The crypto winter hammered cryptocurrencies on Monday as the price of a single Bitcoin fell sharply to around $25,600, an 18-month low.
The world's largest cryptocurrency further tanked 7 per cent over fears of risk-off sentiment due to a sharp rise in inflation globally, especially the US.
Bitcoin (BTC) had reached an all-time high of over $68,000 in November 2021, and has fallen more than 60 per cent since then.
According to analysts, Bitcoin may hit a grim $14,000 this year at this rate.
In a Twitter thread, Venturefounder, a contributor at on-chain analytics platform CryptoQuant, forecast 2022 as Bitcoin's year to "capitulate".
"In the next 670 days, BTC will capitulate in the next 6 months and hit cycle bottom ($14-21k), then chop around $28-40k in most of 2023 and be at ~$40k again by next halving," one of the tweets read.
The likely bottom range at $14,000 would represent a drop of around 80 per cent for Bitcoin from the $68,000 all-time high.

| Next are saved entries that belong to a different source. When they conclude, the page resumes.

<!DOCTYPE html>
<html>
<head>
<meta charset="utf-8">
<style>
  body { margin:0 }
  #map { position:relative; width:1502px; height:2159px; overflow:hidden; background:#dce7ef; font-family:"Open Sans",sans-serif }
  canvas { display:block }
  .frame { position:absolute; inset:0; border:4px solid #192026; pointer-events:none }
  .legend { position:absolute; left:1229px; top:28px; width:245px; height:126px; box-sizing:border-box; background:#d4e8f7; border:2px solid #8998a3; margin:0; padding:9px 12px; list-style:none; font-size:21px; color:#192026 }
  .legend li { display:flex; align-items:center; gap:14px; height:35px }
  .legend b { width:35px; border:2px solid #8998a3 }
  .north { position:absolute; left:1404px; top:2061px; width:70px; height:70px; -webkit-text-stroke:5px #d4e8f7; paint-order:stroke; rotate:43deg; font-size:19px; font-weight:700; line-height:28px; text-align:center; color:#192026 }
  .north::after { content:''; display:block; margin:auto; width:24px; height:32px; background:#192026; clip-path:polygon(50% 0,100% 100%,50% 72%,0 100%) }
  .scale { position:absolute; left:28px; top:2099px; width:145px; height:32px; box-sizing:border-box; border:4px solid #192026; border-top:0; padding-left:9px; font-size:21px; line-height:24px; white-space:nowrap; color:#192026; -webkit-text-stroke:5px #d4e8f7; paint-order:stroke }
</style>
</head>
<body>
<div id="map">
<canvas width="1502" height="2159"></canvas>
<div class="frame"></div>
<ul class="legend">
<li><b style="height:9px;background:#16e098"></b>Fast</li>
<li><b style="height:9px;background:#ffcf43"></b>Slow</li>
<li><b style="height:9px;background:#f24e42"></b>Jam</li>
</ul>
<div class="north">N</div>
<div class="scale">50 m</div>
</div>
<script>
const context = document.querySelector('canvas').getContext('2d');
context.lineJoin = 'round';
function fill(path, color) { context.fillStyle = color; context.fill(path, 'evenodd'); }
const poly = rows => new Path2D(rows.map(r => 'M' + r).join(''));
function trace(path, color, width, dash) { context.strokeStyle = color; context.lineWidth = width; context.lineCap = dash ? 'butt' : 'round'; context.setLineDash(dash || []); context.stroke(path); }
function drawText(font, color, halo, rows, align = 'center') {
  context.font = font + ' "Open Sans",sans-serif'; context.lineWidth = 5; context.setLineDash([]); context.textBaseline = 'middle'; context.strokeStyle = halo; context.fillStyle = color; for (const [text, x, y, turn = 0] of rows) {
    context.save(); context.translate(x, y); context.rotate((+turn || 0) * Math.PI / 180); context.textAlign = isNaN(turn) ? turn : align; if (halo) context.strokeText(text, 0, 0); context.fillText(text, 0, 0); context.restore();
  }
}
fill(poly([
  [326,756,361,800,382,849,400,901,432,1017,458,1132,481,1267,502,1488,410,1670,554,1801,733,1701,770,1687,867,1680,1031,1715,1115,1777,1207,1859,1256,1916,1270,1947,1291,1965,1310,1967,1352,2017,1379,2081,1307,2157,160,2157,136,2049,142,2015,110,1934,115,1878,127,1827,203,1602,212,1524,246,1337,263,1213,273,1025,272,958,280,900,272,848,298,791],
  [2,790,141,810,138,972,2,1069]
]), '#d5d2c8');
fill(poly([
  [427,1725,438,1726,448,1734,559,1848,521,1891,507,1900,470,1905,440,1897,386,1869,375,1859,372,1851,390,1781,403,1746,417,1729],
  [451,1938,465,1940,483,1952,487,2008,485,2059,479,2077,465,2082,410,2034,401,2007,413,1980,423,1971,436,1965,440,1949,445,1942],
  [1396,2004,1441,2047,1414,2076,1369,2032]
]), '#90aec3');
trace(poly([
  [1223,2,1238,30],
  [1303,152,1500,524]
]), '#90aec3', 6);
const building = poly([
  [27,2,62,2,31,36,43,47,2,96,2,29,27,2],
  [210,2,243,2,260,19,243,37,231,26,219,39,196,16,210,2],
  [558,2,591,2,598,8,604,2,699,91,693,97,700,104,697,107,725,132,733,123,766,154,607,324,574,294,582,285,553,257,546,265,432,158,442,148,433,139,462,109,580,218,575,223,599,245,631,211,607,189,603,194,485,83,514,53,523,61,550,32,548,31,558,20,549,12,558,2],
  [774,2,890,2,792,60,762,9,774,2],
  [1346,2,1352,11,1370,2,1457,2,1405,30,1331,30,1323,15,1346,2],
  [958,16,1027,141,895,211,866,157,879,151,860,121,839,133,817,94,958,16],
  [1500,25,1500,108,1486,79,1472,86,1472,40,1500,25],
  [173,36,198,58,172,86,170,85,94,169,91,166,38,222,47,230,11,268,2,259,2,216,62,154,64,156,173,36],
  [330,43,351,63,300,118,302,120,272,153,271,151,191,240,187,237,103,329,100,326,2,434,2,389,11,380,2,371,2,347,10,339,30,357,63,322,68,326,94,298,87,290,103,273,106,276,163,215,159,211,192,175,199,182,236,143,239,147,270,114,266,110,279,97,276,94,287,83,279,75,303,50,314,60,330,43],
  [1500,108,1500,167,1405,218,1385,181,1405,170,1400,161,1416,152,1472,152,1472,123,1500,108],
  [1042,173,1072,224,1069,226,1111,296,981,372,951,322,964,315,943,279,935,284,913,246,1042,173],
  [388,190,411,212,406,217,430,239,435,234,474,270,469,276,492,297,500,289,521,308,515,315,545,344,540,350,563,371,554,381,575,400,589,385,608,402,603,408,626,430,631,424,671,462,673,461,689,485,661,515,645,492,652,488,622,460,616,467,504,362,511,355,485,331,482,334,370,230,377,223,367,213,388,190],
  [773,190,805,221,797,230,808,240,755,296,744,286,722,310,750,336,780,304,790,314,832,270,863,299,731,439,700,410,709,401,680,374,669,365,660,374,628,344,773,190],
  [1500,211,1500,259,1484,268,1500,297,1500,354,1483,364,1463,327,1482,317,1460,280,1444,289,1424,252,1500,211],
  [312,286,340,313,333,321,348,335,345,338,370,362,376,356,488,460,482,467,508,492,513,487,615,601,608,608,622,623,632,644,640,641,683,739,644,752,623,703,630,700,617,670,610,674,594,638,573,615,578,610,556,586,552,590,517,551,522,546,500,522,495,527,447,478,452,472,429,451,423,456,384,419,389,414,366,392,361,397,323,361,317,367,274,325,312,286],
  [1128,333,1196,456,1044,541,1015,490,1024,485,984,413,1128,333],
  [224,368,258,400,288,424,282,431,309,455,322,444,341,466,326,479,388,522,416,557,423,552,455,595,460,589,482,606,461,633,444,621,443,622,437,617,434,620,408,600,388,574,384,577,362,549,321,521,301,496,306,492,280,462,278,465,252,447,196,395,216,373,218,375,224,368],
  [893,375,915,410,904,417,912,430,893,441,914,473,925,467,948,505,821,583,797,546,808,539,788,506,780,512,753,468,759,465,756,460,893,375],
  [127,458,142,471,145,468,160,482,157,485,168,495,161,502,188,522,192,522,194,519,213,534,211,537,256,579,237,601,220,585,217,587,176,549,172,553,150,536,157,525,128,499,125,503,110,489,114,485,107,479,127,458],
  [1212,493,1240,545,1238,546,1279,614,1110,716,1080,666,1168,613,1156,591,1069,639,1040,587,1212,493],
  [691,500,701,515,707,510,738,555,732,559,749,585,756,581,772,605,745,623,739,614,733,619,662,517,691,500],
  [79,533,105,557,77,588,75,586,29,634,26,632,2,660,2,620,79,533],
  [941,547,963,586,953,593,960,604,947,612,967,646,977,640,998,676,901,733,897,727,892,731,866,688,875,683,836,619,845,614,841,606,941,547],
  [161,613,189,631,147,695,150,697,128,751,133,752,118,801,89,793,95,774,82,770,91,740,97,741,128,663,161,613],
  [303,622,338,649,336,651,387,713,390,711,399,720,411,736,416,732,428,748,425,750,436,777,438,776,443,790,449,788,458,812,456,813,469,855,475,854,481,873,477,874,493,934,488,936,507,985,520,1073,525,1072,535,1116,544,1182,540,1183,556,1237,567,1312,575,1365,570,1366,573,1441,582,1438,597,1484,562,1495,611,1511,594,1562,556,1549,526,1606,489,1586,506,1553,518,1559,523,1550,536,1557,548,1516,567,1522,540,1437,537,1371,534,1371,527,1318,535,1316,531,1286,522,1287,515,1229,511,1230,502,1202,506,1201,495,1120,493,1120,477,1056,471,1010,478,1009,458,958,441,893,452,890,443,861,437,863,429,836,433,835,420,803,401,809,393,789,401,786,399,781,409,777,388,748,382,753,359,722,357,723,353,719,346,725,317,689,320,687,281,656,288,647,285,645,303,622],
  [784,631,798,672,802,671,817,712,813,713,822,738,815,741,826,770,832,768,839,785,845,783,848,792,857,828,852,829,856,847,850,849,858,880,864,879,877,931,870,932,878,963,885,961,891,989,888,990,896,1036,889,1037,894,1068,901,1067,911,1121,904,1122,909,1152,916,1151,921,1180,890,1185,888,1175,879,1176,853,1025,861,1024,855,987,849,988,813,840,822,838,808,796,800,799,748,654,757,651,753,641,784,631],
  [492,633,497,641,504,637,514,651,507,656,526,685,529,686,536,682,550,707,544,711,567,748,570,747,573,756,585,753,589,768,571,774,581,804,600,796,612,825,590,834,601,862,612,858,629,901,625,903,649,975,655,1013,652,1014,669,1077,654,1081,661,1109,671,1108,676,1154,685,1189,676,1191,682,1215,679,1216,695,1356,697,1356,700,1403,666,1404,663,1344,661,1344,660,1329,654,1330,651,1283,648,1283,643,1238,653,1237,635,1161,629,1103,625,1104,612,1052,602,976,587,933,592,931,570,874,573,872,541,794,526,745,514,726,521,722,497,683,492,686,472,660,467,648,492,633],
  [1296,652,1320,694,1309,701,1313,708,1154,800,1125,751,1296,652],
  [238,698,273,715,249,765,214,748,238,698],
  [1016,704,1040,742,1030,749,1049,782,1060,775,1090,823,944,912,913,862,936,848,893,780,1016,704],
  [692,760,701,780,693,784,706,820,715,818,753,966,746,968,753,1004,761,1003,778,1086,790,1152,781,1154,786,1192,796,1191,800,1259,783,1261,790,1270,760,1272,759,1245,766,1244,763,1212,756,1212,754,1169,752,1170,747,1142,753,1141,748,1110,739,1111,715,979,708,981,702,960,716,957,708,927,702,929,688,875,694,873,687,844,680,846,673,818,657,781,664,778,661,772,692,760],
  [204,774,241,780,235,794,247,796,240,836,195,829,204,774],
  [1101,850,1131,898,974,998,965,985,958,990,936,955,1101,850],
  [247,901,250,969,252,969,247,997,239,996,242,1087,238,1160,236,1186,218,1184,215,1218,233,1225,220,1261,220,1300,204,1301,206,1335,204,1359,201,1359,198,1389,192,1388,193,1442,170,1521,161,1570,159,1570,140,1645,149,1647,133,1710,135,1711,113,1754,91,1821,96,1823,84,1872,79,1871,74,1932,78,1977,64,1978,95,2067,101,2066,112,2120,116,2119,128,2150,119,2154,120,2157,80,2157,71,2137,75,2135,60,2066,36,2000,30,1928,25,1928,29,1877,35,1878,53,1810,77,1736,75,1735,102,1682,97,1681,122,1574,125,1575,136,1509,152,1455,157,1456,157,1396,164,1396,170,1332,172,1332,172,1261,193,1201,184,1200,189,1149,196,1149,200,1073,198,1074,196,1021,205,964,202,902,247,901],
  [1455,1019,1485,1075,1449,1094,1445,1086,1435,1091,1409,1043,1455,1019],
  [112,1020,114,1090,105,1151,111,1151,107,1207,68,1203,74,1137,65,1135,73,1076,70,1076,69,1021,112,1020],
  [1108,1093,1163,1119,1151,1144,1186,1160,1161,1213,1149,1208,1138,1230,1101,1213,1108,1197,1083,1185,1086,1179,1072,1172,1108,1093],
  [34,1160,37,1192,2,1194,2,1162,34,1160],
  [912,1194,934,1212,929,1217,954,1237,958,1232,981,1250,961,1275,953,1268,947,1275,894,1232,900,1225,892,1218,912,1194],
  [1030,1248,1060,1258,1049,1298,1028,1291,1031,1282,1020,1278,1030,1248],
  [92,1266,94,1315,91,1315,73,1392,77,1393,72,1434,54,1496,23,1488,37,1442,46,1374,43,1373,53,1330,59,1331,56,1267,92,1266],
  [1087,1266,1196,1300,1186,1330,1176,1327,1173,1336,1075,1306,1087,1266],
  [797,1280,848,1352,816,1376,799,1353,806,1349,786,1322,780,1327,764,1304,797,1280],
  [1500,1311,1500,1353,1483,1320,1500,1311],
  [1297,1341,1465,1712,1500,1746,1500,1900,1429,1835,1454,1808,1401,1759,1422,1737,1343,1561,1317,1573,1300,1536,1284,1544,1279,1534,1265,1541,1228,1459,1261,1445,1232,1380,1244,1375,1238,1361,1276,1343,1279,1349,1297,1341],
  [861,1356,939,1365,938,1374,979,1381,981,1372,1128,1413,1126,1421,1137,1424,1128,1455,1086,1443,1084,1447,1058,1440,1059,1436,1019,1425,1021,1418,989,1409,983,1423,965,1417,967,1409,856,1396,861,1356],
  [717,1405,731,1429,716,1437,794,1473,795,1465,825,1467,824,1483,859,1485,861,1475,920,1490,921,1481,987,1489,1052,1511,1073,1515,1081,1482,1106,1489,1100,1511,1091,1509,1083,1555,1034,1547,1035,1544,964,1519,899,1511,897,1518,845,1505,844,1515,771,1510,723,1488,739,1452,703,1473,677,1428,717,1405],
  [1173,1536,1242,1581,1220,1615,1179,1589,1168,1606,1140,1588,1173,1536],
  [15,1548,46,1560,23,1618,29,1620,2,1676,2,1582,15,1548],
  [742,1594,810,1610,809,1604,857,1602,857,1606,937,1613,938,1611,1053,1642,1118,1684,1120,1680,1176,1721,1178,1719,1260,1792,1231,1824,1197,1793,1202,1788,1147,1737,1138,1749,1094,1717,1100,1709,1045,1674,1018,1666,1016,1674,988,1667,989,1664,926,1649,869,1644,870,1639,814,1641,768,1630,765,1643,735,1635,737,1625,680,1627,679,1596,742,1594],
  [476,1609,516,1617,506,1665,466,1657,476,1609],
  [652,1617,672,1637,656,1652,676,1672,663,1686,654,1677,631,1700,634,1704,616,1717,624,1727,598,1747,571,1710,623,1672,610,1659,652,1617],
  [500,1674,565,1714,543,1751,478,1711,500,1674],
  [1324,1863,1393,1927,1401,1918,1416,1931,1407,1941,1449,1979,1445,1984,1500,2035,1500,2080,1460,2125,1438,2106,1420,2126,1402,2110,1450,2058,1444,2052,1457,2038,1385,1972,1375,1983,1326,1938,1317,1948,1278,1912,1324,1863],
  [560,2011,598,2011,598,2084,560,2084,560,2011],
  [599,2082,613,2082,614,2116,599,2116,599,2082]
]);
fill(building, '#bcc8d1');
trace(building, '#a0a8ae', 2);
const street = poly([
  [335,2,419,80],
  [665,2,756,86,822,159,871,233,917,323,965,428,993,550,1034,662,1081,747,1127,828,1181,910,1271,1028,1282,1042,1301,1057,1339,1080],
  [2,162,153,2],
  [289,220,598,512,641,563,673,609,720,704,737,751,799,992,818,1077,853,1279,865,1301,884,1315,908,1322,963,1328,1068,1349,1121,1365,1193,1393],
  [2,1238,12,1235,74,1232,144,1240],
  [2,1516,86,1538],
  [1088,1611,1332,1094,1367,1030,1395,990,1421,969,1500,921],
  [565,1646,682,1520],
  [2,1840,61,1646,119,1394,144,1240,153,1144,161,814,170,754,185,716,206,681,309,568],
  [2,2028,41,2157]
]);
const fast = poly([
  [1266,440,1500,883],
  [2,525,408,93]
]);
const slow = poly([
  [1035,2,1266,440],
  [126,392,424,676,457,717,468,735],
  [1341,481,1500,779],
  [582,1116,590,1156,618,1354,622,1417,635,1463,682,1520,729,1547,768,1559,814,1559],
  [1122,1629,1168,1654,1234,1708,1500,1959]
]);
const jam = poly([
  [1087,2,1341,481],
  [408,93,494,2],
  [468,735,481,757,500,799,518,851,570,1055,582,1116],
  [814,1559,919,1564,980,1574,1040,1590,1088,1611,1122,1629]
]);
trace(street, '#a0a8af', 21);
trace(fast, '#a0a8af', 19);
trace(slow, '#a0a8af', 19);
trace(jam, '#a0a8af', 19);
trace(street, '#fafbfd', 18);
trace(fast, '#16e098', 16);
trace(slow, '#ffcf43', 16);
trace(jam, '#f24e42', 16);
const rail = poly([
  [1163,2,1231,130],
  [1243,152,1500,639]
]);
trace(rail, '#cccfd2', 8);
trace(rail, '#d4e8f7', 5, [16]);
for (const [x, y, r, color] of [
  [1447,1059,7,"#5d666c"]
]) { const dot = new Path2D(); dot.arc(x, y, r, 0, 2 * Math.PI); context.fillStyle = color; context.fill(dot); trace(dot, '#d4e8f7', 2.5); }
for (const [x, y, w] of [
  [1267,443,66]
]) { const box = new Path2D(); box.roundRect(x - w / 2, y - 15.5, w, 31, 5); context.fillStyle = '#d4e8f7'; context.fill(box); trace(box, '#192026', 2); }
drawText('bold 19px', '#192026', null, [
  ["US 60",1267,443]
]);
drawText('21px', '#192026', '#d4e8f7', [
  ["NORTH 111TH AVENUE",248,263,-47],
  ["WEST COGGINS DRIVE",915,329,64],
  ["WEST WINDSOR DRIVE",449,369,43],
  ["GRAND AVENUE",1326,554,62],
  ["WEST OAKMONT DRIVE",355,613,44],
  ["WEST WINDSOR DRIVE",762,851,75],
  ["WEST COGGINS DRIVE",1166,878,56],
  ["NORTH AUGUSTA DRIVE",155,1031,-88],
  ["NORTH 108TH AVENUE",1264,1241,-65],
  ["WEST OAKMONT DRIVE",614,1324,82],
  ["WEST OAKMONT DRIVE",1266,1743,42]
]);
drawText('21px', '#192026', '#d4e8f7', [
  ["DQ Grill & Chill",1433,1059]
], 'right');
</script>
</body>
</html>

Ether (ETH), the second largest cryptocurrency, also fell considerably.
Ethereum prices were hammered over the weekend, sending the world's second-largest digital asset back below its 2018 peak.
On-chain analytics provider Glassnode reported that the Ethereum market has fallen below the 'ETH Realized Price' of $1,781.
On Monday, the cryptocurrency plunged to $1,355, resulting in unrealised losses of more than 40 per cent.